You can have quantity or you can have quality, but you're unlikely to get a large quantity of quality students because they have many more options than a school in Kansas.

thinkinganalytically 5 years, 6 months ago

KU has to start somewhere if it is going to increase the perception of quality, and admission standards will help a great deal. Luckily the pricing policies of elite schools will also be a help with students from upper middle income households.

Richard Heckler 5 years, 6 months ago

4 year degrees do not guarantee job placement. 4 year degrees are encouraged in fact an asset
in the large scheme of things. However considering a VoTech experience as well might make a person more marketable.

Learning a trade/skill is also a valuable asset which provides more than one means to make money.

In the past 33 years republicans have effectively wiped out the economy and job markets twice. The industries and jobs lost never returned to the USA.

In a way pushing 4 year degrees as this magic bullet to success is truly kind of a fraud as opposed to real life. Until Supply Side Economics is wiped off the planet having more than one source of income is not a bad idea. Corporate USA does not offer job security as it once did. The leveraged buyout thugs can put an end to employment at the speed of light.

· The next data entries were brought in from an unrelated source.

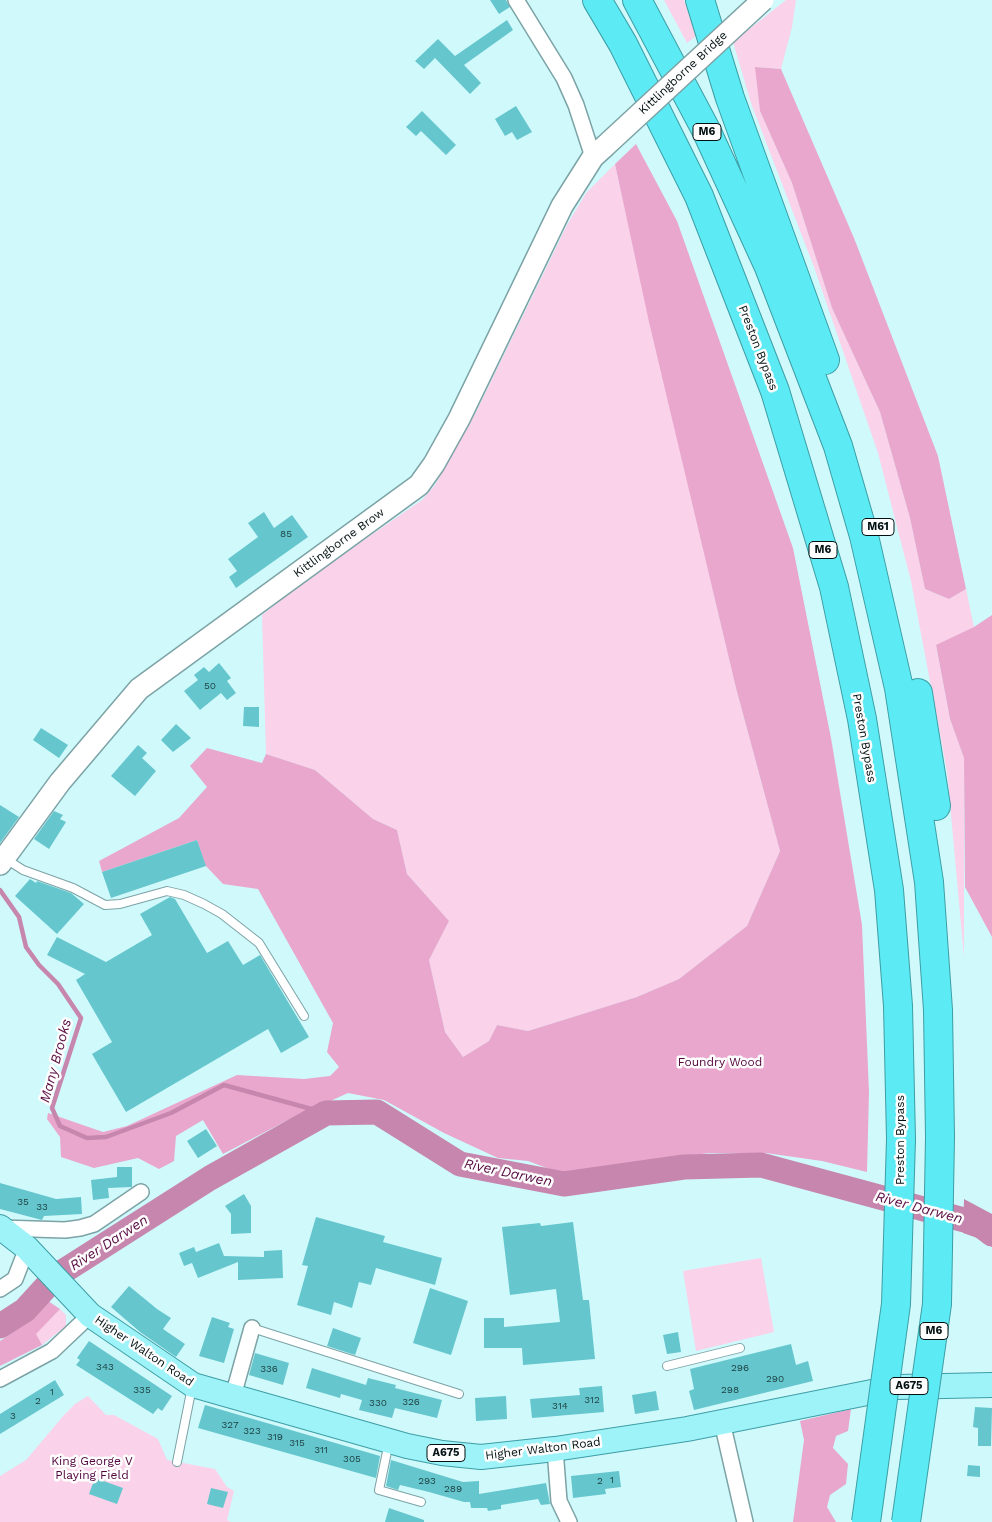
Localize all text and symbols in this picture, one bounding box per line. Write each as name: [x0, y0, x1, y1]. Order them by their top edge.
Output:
street label: Kittlingborne Bridge: [636, 28, 730, 118]
road number: M6: [693, 124, 721, 140]
street label: Preston Bypass: [735, 303, 781, 393]
street label: Kittlingborne Brow: [291, 505, 387, 581]
road number: M61: [862, 518, 894, 536]
house number: 85: [280, 528, 292, 540]
road number: M6: [809, 542, 837, 558]
house number: 50: [204, 680, 216, 692]
street label: Preston Bypass: [849, 692, 879, 784]
water label: Many Brooks: [37, 1017, 75, 1105]
park label: Foundry Wood: [678, 1055, 762, 1069]
street label: Preston Bypass: [893, 1095, 907, 1185]
water label: River Darwen: [463, 1155, 553, 1191]
water label: River Darwen: [874, 1188, 964, 1228]
house number: 35: [17, 1196, 29, 1208]
house number: 33: [36, 1201, 48, 1213]
water label: River Darwen: [67, 1212, 151, 1274]
street label: Higher Walton Road: [92, 1313, 196, 1389]
road number: M6: [920, 1322, 948, 1340]
house number: 343: [96, 1361, 114, 1373]
house number: 296: [731, 1362, 749, 1374]
house number: 336: [260, 1363, 278, 1375]
house number: 290: [766, 1373, 784, 1385]
road number: A675: [890, 1378, 928, 1394]
house number: 335: [133, 1384, 151, 1396]
house number: 298: [721, 1384, 739, 1396]
house number: 1: [50, 1386, 54, 1398]
house number: 312: [584, 1394, 600, 1406]
house number: 2: [35, 1395, 41, 1407]
house number: 326: [402, 1396, 420, 1408]
house number: 330: [369, 1397, 387, 1409]
house number: 314: [552, 1400, 568, 1412]
house number: 3: [10, 1410, 16, 1422]
house number: 327: [221, 1419, 239, 1431]
house number: 323: [243, 1425, 261, 1437]
house number: 319: [267, 1431, 283, 1443]
street label: Higher Walton Road: [485, 1435, 601, 1463]
house number: 315: [289, 1437, 305, 1449]
house number: 311: [314, 1444, 328, 1456]
road number: A675: [427, 1445, 465, 1462]
house number: 305: [343, 1453, 361, 1465]
park label: King George V Playing Field: [51, 1454, 133, 1482]
house number: 1: [610, 1474, 614, 1486]
house number: 293: [418, 1475, 436, 1487]
house number: 2: [597, 1475, 603, 1487]
house number: 289: [444, 1483, 462, 1495]

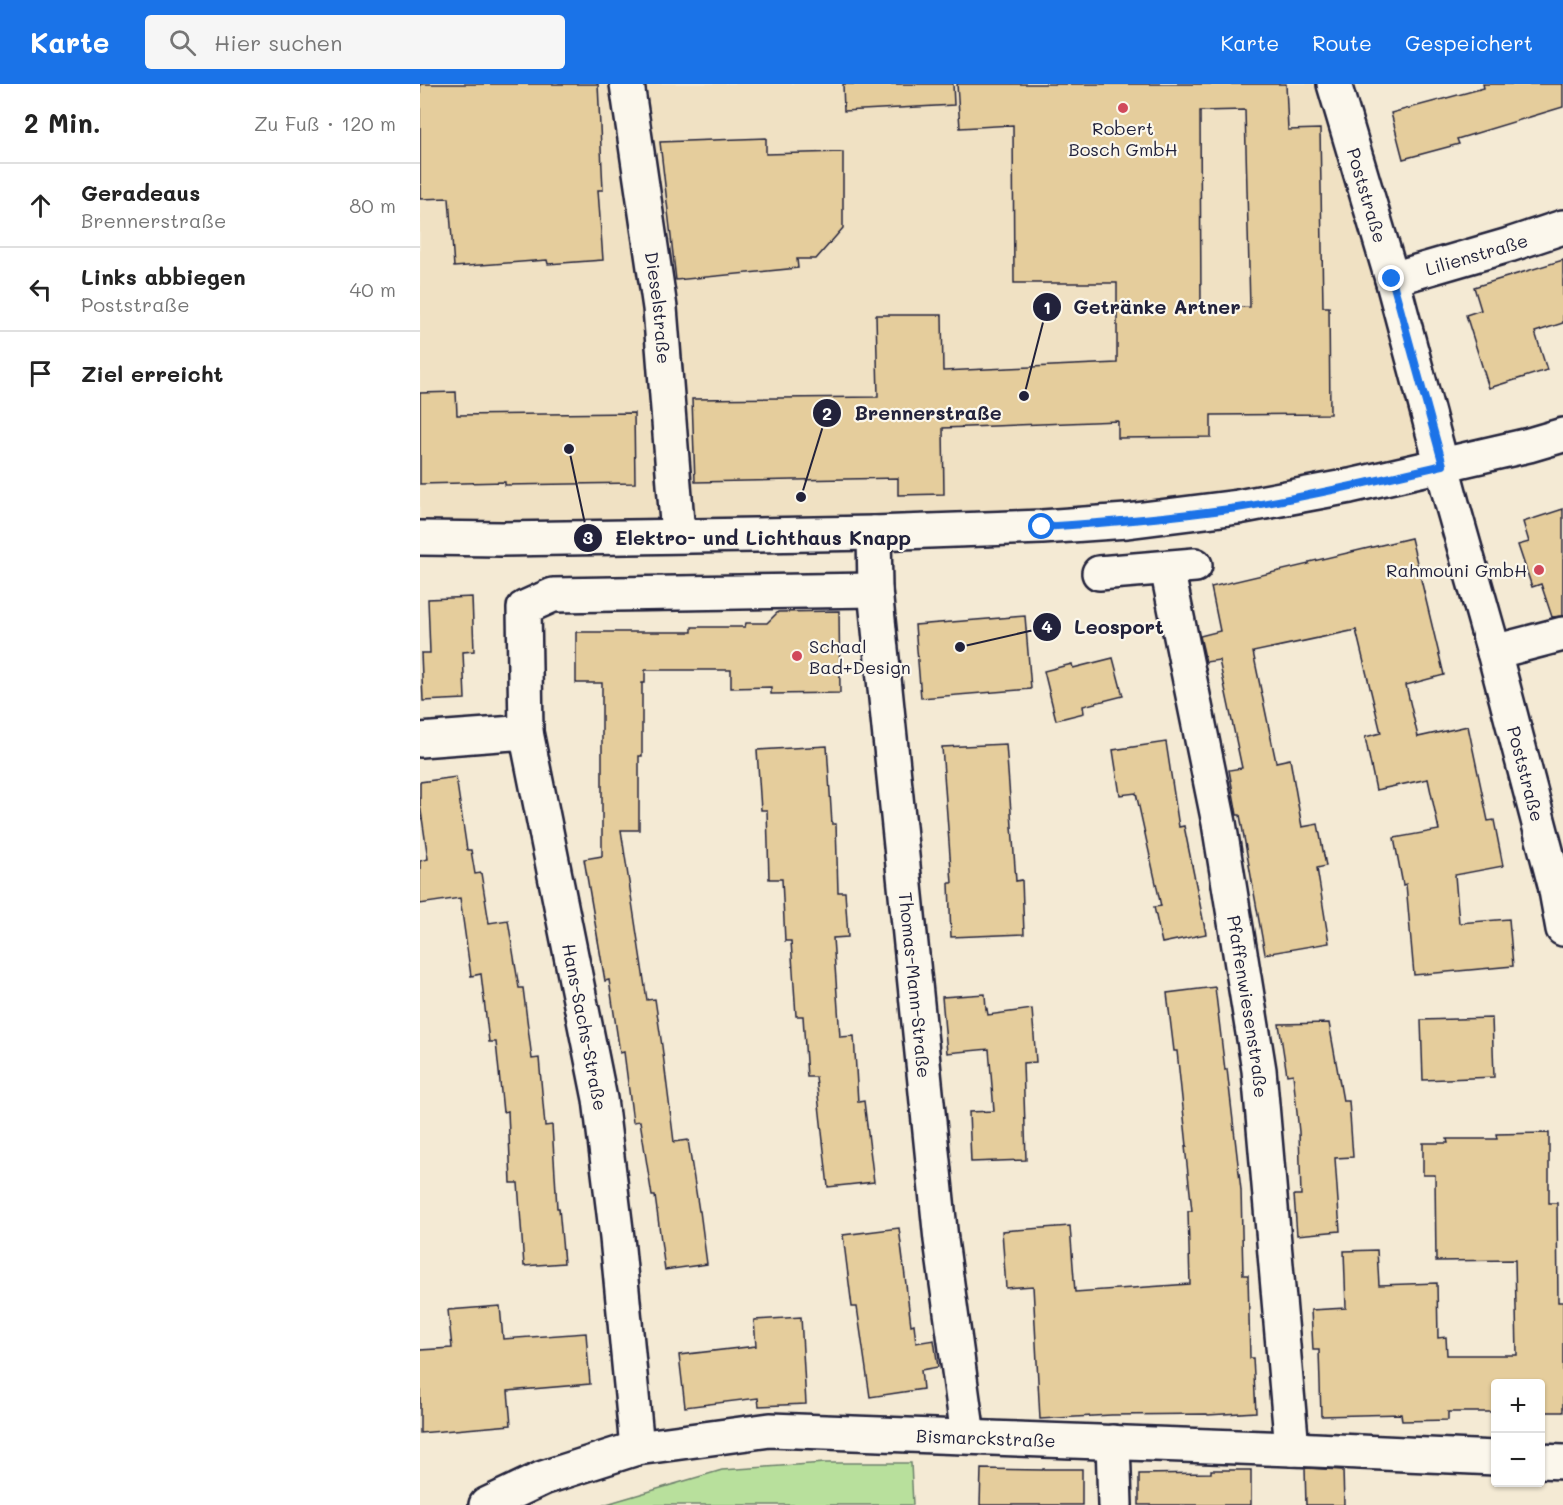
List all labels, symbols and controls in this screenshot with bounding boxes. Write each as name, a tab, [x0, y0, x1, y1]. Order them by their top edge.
search box	[145, 15, 565, 69]
text: Karte	[30, 24, 109, 60]
icon: search	[166, 26, 199, 59]
text: Hier suchen	[214, 28, 342, 57]
text: Karte	[1221, 29, 1279, 56]
text: Route	[1312, 29, 1372, 56]
text: Gespeichert	[1405, 29, 1533, 56]
marker: Robert Bosch GmbH	[1116, 101, 1130, 115]
text: 2 Min.	[24, 106, 101, 140]
text: Zu Fuß · 120 m	[254, 110, 396, 136]
place label: Robert Bosch GmbH	[1068, 116, 1178, 161]
street label: Poststraße	[1342, 145, 1393, 246]
text: Geradeaus	[81, 178, 200, 207]
icon: ahead	[24, 189, 57, 222]
text: 80 m	[349, 192, 396, 218]
text: Brennerstraße	[81, 207, 227, 233]
street label: Lilienstraße	[1422, 228, 1531, 281]
street label: Dieselstraße	[640, 250, 676, 365]
text: Links abbiegen	[81, 262, 246, 291]
route end	[1378, 265, 1404, 291]
icon: left	[24, 273, 57, 306]
text: 40 m	[350, 276, 396, 302]
callout: Getränke Artner	[1032, 288, 1253, 326]
text: Poststraße	[81, 291, 190, 317]
text: Getränke Artner	[1073, 293, 1241, 319]
text: 1	[1043, 295, 1051, 319]
icon: arrive	[24, 357, 57, 390]
text: Ziel erreicht	[81, 359, 223, 388]
callout: Brennerstraße	[812, 394, 1013, 432]
text: Brennerstraße	[854, 399, 1002, 425]
text: 2	[822, 401, 832, 425]
route start	[1028, 513, 1054, 539]
callout: Elektro- und Lichthaus Knapp	[573, 519, 923, 557]
text: Elektro- und Lichthaus Knapp	[615, 524, 911, 550]
text: 3	[583, 525, 594, 549]
place label: Rahmouni GmbH	[1386, 558, 1527, 582]
marker: Rahmouni GmbH	[1532, 563, 1546, 577]
callout: Leosport	[1032, 608, 1176, 646]
text: Leosport	[1074, 613, 1164, 639]
text: 4	[1041, 614, 1053, 638]
place label: Schaal Bad+Design	[809, 634, 911, 679]
marker: Schaal Bad+Design	[790, 649, 804, 663]
street label: Poststraße	[1502, 723, 1550, 824]
street label: Thomas-Mann-Straße	[894, 891, 936, 1079]
street label: Pfaffenwiesenstraße	[1222, 913, 1273, 1099]
street label: Hans-Sachs-Straße	[557, 941, 613, 1113]
map controls	[1491, 1379, 1545, 1487]
button: +	[1491, 1379, 1545, 1433]
street label: Bismarckstraße	[916, 1423, 1056, 1452]
button: −	[1491, 1433, 1545, 1487]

scarletbhound 5 years, 6 months ago

While I agree with merril's point on vo-tech ed, I don't accept his cheat shot at Republicans and loss of jobs. Remember, Clinton pushed NAFTA and other free-trade agreements. The loss of manufacturing/union jobs in this country has been a bipartisan effort. Both parties are contolled by the corporate oligarchy that runs this country.

jonas_opines 5 years, 6 months ago

"While I agree with merril's point on vo-tech ed, I don't accept his cheat shot at Republicans and loss of jobs."

Where would Merril be without cheap, biased and partisan shots on Republicans.